Nossa mais venerada e
magnificente esperança é, um dia, não muito no futuro, receber o dom da vida
eterna. Aliás, essa é a procura mais persistente em todas as almas humanas. O
homem não foi criado para morrer, assim, a ideia de vida longa é a mais grata e
querida esperança de quem nasceu.
As religiões prometem vida
eterna, quer seja por reencarnações infindáveis, quer por mérito pessoal, ou
através de um salvador. Mas, de qualquer forma, essa noção vem com a humanidade
desde sempre.
A justa causa dessa esperança, no
trivial da concepção humana, é poder vencer tudo que faz cessar a atividade de
uma pessoa, dando-lhe possibilidade de respirar, falar, andar, pensar,
realizar, sem o vislumbre de ter que cessar tudo mais a frente. Todavia, na
Bíblia, a vida não é a possibilidade do movimento perpétuo, e sim a virtude de
poder interagir com os semelhantes enriquecendo a experiencia de outrem. Logo,
vida eterna é a possibilidade ininterrupta de interagir infindavelmente, sempre
buscando melhorar a existência de outros seres. O fundamento desta visão de
vida está no próprio sistema divino da cooperação. Qualquer ente que trave o
referido sistema terá que desimpedir a rede de cooperação, ou seja, sair de
circulação, a morte. Segundo a Bíblia, toda a transgressão e desobediência
recebeu a justa retribuição (Hebreus 2:2), além disso, o salário do pecado é a
morte (Romanos 6:23). Lembrando que pecado é cobiça, fato que contraria o
sistema de cooperação.
Em Mateus 19:16 encontramos um
relato muito elucidativo dessa esperança de vida eterna. “E eis que,
aproximando-se dele um jovem, disse-lhe: Bom Mestre, que bem farei para
conseguir a vida eterna?”. Trata-se de um príncipe que ocupava posições na
hierarquia judaica e tinha grandes haveres. O príncipe havia assistido a
demonstração de amor manifestada por Jesus às crianças e, o coração do príncipe
enchera-se de desejo de ser discípulo do grande Mestre.

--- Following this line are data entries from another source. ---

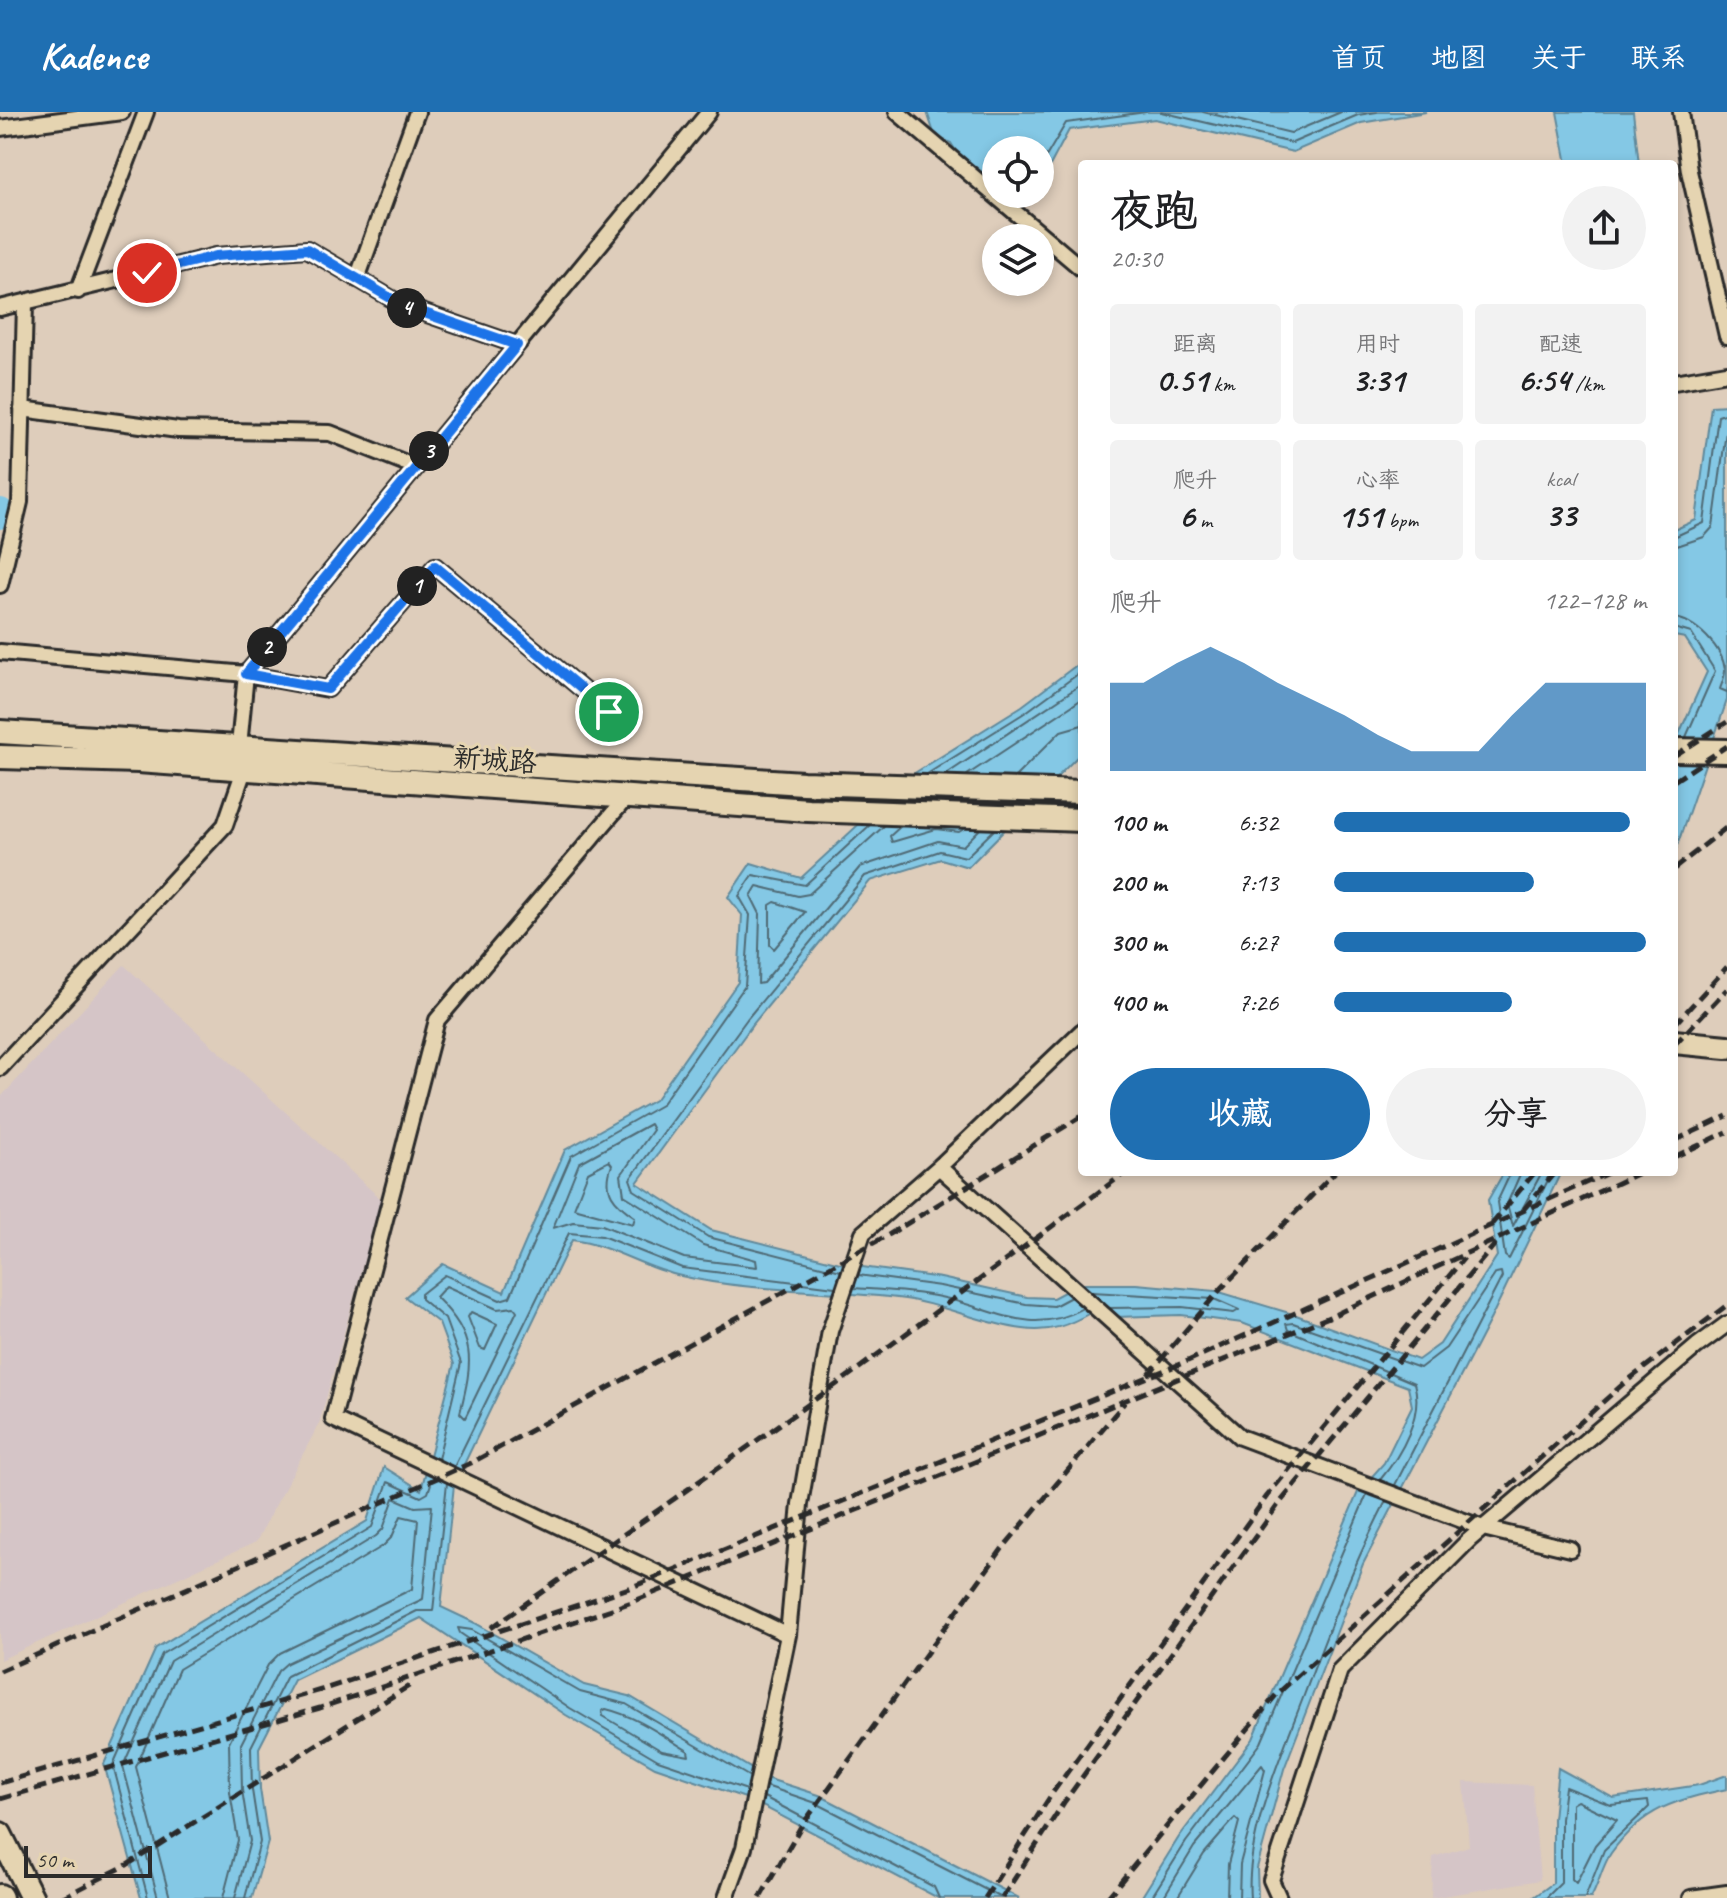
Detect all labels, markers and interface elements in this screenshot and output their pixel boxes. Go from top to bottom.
text: Kadence [40,33,147,80]
text: 首页 [1331,40,1387,75]
text: 地图 [1431,40,1487,75]
text: 关于 [1531,40,1587,75]
text: 联系 [1631,40,1687,75]
map controls [982,136,1054,296]
button: locate [982,136,1054,208]
text: 夜跑 [1110,184,1198,239]
button: share [1562,186,1646,270]
button: layers [982,224,1054,296]
pin [113,239,181,307]
text: 20:30 [1110,242,1162,275]
icon: check [125,251,169,295]
pin: 4 [387,288,427,328]
text: 4 [402,294,412,322]
text: 距离 [1173,330,1217,358]
text: 用时 [1356,330,1400,358]
text: 配速 [1539,330,1583,358]
text: 0.51 [1156,358,1208,401]
text: 3:31 [1352,358,1404,401]
text: 6:54 [1517,358,1570,401]
text: km [1208,370,1235,398]
text: /km [1570,370,1604,398]
pin: 3 [409,431,449,471]
text: 3 [424,437,434,465]
text: kcal [1546,465,1575,493]
text: 爬升 [1173,466,1217,494]
text: 心率 [1356,466,1400,494]
text: 33 [1545,493,1576,536]
text: 6 [1178,494,1195,537]
text: 151 [1338,494,1383,537]
text: m [1195,506,1212,534]
text: bpm [1383,506,1418,534]
pin: 1 [397,566,437,606]
text: 1 [412,572,422,600]
text: 122–128 m [1543,584,1646,617]
text: 爬升 [1110,586,1162,619]
pin: 2 [247,627,287,667]
text: 2 [262,633,272,661]
pin [575,678,643,746]
icon: arrive [587,690,631,734]
street label: 新城路 [452,739,538,780]
text: 100 m [1110,806,1166,839]
text: 6:32 [1238,806,1278,839]
text: 200 m [1110,866,1166,899]
text: 7:13 [1238,866,1278,899]
text: 300 m [1110,926,1166,959]
text: 6:27 [1238,926,1278,959]
text: 400 m [1110,986,1166,1019]
text: 7:26 [1238,986,1278,1019]
button: 收藏 [1110,1068,1370,1160]
button: 分享 [1386,1068,1646,1160]
scale bar [24,1842,152,1878]
text: 50 m [36,1846,73,1874]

O príncipe tinha a si mesmo em
grande conta por supor ser justo e, nessa condição, não pensava que lhe
faltasse nada, considerando-se apto para receber as bençãos. Na verdade, ainda
sentia que havia uma necessidade difusa em sua alma. Jesus lhe informou que
havia a necessidade da guardar os mandamentos, pré requisito para a vida eterna,
ao que o príncipe respondeu que guardava a lei desde a mocidade. Todavia, Jesus
sondou-lhe o caráter ansiando dar-lhe a paz que buscava e disse-lhe: “Se queres
ser perfeito, vai, vende tudo o que tens e dá-o aos pobres, e terás um tesouro
no céu; e vem, e segue-me”.
Seguir a Cristo significa bem
mais do que estar em uma religião, ainda que seja a verdadeira. É necessário
mudança no sentido de abandonar o que é mundano. Mas, quais coisas são
mundanas? Em Marcos 10:21 está relatado que “Jesus, olhando para ele, o amou e
lhe disse: Falta-te uma coisa”. Cristo apresentou ao príncipe os únicos termos
que poderiam colocá-lo em condições de aperfeiçoar o caráter; aceitá-las e
obedecer era a única esperança de salvação. Sua elevada posição e suas muitas
posses o estavam influenciando para o mal. Se continuasse a acariciar esses
dons, suplantariam a Deus, diminuindo-lhe a força moral, uma vez que posição e
riquezas são sonhos mundanos. Se as coisas desse mundo são nutridas na alma,
tornar-se-ão cruéis feitores. Infelizmente o príncipe, embora apto a discernir
o que Jesus dissera, ficou triste. Preferiu abrir mão da santidade que lhe fora
oferecida pelo próprio Deus. Tivera o privilégio de tornar-se um filho de Deus,
mas, não quis tomar a sua cruz e seguir na vereda da abnegação. Renunciou à
vida eterna.
Em Mateus 25:1-13 há uma
explicação ainda mais didática sobre o que nos falta. Dez virgens esperavam um
noivo com lâmpadas acesas. A demora as fez dormir e, quando o aviso da vinda do
noivo penetrou o silêncio da noite, cinco delas se deram conta de que estavam sem
azeite para acender suas lâmpadas. Sabemos que o azeite é o Espírito Santo.
Mas, como contextualizar o que acontecera?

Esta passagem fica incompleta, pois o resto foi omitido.